Servable can be combined resulting in a composite servable. One can also enclose a fraction of a model in a servable and combine them to create the full model. Serves do not manage their own life cycle. TF Serve uses the concept of Managers to manage the lifecycle of Servables. Loaders provide a standard set of APIs and common infrastructure configurations to initialize or terminate a model. Managers can take decisions regarding when to load or unload a model. It can control what version of the model is loaded and time lapsed till a model is unloaded when a new model comes in. 

TF Serve allows close control of batching configurations allowing developers to control the cost and performance in a granular manner.
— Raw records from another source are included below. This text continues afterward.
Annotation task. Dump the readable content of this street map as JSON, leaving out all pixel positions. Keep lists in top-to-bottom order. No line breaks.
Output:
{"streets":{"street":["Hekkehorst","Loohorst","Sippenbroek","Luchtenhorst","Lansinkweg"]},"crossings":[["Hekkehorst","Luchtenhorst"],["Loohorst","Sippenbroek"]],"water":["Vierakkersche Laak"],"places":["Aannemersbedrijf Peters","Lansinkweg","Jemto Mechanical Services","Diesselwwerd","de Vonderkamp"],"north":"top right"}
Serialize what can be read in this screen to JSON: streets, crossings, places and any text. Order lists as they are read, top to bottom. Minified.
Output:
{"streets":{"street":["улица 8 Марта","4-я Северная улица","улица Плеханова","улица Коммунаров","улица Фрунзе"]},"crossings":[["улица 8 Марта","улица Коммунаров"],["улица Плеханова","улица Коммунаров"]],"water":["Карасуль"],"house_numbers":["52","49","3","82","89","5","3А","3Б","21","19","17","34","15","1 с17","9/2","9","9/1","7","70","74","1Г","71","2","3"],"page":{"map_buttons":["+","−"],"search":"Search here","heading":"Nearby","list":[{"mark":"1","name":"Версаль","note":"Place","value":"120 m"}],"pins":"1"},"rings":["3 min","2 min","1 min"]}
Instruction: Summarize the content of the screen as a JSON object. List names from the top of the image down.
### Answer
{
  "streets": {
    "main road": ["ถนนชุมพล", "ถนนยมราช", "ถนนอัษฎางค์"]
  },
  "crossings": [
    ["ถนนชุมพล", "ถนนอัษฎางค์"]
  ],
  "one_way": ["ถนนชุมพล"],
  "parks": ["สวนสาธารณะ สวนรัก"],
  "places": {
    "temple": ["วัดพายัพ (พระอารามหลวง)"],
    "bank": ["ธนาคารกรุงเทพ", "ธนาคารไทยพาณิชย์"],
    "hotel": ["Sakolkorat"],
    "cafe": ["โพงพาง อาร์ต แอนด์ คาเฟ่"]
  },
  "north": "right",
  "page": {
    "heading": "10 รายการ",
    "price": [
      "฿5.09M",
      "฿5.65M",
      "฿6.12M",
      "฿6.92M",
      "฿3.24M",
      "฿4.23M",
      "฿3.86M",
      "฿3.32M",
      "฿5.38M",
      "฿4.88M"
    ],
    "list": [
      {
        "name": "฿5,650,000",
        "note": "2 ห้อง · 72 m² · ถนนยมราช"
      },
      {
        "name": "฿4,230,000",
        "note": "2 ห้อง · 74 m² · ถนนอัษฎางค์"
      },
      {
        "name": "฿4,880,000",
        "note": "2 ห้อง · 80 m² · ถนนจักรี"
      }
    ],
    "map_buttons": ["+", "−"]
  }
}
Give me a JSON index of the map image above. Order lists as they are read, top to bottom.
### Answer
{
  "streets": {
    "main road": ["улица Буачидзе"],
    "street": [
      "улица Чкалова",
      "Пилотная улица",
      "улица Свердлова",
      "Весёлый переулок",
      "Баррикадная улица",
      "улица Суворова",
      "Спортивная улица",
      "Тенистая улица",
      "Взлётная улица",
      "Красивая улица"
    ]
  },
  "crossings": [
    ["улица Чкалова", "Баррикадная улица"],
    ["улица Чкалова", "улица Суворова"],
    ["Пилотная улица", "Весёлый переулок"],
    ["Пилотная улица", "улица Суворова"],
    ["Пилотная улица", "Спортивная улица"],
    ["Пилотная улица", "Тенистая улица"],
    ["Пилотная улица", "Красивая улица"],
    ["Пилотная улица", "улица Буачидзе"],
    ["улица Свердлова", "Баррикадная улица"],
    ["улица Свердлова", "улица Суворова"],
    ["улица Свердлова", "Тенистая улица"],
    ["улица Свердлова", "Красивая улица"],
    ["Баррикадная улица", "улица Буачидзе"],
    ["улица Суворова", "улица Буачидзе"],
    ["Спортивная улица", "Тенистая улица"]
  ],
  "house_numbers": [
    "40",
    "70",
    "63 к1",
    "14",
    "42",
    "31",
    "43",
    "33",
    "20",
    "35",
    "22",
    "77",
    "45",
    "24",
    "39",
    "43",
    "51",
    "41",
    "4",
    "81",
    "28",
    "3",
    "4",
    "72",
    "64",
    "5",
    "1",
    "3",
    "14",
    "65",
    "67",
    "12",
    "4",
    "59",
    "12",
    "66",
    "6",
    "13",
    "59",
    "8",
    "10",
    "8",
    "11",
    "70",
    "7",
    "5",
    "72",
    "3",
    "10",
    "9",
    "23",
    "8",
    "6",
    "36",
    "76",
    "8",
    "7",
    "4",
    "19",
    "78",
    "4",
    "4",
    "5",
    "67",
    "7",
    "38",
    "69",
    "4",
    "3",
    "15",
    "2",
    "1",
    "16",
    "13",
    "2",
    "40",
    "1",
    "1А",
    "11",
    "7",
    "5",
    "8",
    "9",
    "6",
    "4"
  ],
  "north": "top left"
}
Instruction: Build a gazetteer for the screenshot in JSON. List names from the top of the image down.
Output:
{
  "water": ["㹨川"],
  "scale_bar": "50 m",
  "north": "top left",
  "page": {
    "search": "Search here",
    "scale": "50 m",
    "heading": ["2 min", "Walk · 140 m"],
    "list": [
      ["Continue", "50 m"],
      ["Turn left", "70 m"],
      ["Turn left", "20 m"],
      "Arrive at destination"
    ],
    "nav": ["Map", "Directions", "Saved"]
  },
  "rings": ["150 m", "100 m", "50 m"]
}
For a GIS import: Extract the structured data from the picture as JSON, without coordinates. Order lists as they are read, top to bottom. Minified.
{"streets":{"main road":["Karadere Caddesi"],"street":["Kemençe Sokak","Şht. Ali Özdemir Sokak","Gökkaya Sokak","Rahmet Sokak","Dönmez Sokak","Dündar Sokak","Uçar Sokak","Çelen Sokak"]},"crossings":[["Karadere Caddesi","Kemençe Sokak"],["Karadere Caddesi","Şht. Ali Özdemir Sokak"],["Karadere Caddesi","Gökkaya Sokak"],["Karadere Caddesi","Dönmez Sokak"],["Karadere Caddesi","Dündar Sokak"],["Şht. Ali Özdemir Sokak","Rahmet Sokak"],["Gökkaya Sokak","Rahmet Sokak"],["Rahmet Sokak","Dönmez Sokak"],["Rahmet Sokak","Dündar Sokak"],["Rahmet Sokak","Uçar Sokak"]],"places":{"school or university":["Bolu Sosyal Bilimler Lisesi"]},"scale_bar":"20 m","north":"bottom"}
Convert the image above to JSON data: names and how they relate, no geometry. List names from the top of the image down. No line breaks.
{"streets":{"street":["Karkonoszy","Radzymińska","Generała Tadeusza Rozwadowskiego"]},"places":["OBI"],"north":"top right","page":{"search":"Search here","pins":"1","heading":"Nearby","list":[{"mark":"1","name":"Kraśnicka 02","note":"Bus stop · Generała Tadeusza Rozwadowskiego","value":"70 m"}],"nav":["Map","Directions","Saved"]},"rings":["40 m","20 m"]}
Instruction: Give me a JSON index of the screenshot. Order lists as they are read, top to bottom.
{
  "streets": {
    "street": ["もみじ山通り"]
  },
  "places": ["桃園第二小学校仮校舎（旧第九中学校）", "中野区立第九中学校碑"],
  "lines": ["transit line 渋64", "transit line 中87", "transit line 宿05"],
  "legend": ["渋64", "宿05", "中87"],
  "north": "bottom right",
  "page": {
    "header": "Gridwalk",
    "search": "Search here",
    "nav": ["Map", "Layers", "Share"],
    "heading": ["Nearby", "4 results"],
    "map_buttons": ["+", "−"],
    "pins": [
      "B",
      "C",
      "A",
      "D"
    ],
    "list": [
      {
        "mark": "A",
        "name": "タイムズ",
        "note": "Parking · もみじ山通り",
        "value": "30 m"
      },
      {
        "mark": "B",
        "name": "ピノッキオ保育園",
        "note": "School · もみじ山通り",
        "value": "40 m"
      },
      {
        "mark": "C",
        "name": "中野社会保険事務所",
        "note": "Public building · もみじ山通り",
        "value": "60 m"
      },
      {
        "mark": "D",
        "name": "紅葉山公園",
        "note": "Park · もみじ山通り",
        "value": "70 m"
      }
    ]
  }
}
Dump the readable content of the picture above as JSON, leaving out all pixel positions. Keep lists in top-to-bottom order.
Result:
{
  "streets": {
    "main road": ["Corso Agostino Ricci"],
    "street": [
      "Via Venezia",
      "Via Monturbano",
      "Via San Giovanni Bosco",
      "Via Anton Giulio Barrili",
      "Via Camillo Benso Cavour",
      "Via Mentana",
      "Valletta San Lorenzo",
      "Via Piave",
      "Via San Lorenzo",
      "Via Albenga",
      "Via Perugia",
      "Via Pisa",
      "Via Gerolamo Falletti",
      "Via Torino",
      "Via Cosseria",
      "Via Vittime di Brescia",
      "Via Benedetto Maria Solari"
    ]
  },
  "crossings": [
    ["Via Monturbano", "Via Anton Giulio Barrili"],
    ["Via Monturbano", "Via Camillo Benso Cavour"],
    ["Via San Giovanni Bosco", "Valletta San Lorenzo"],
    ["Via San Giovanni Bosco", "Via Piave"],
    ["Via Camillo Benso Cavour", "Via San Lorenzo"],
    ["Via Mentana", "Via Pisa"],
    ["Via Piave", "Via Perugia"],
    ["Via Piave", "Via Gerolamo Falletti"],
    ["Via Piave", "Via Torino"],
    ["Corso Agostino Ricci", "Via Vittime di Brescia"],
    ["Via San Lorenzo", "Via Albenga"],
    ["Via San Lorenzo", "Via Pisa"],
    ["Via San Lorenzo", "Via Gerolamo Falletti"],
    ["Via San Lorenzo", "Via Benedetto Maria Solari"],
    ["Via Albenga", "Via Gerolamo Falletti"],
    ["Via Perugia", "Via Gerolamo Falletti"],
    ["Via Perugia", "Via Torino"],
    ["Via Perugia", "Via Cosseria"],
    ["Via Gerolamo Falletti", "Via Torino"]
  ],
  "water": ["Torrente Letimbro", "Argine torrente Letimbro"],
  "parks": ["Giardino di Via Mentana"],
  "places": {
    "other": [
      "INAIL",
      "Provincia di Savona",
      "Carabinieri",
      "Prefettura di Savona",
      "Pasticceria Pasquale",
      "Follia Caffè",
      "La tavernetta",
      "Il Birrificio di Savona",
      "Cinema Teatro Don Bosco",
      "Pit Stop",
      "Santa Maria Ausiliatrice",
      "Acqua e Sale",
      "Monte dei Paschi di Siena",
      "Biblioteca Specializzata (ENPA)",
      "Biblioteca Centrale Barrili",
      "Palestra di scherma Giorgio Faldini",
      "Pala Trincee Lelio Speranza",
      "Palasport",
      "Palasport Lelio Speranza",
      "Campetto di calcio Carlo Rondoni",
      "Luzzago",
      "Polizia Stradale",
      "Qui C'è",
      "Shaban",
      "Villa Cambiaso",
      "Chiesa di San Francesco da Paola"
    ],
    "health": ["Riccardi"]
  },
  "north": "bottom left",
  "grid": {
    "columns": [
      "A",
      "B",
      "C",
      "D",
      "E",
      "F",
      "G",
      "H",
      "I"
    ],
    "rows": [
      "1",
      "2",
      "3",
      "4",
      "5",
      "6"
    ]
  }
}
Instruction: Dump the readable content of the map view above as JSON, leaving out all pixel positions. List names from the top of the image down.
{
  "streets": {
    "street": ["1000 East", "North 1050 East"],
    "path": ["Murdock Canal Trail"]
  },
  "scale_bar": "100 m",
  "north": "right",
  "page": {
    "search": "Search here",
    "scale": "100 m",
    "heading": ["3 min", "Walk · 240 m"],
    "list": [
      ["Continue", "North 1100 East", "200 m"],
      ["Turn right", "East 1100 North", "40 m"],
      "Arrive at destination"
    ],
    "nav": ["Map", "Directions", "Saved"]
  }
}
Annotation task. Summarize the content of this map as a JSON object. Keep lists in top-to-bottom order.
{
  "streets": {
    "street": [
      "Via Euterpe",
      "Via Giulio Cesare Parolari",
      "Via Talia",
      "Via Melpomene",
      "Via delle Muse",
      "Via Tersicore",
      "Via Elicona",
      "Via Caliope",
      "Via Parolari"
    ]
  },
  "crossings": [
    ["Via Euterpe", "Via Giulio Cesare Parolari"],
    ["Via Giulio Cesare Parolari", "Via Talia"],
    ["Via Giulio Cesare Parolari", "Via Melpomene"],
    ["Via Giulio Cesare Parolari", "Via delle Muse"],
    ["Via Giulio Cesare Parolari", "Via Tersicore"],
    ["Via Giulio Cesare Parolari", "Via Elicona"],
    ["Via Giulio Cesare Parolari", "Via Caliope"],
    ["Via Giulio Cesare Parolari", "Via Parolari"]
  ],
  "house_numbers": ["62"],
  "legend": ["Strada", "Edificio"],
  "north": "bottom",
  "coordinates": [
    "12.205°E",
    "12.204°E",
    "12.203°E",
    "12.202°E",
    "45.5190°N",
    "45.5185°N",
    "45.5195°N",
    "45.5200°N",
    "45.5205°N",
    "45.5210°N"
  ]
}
Developers can use parameters like batch time out, batch threads, enquire batches, etc to get the desired performance. 

Google Vertex AI

Vertex AI is a completely managed MLOps tool provided by Google Cloud Services. It is a unified framework with a data platform and AI platform bundled into one. Developers can use custom code trains to develop the models or take advantage of the AutoML feature to let Vertex studio control the training. Irrespective of whether models were trained using custom code or Auto ML, they can be deployed into the same endpoints. So one can start with an AutoML-trained model and refine it after the launch of the first version. Once developers gain confidence in their own models, they can change the deployed model with just a click of a button in the same URL.

Vertex AI supports all the open-source machine learning frameworks such as Tensorflow, Pytorch, sci-kit-learn, etc. Developers can also bring their custom containers and serve it through Vertex AI. Custom containers spare developers the concerns of software compatibility while using uncommon frameworks. Vertex AI comes with built-in support for monitoring. It supports automated alerts to detect data drift, concept drift, or any other problems that can degrade model performance. Vertex AI workbench is a single place where data scientists can execute all their ML work including experimentation, testing, deployment, and monitoring. It is built on top of Jupyter notebook with integration for Google’s infrastructure and user access controls.

Vertex AI provides a data labeling service where developers can take help from human labelers to accumulate training data. It has a built-in vector database that can store embeddings in a searchable manner. Vector databases are used to find similarities in applications such as recommendation engines. The Vertex ML metadata is Google's solution for tracking model lineage and versions. CI/CD facility is provided by Vertex AI pipelines. Vertex AI peipleinesa re built on top of kubeflow pipelines. It combines Google’s managed infrastructure with the flexibility of Kubernetes to provide a seamless scaling experience. 

The Explainable AI module of vertex AI brings in observability as well as reasoning to the model implementation. 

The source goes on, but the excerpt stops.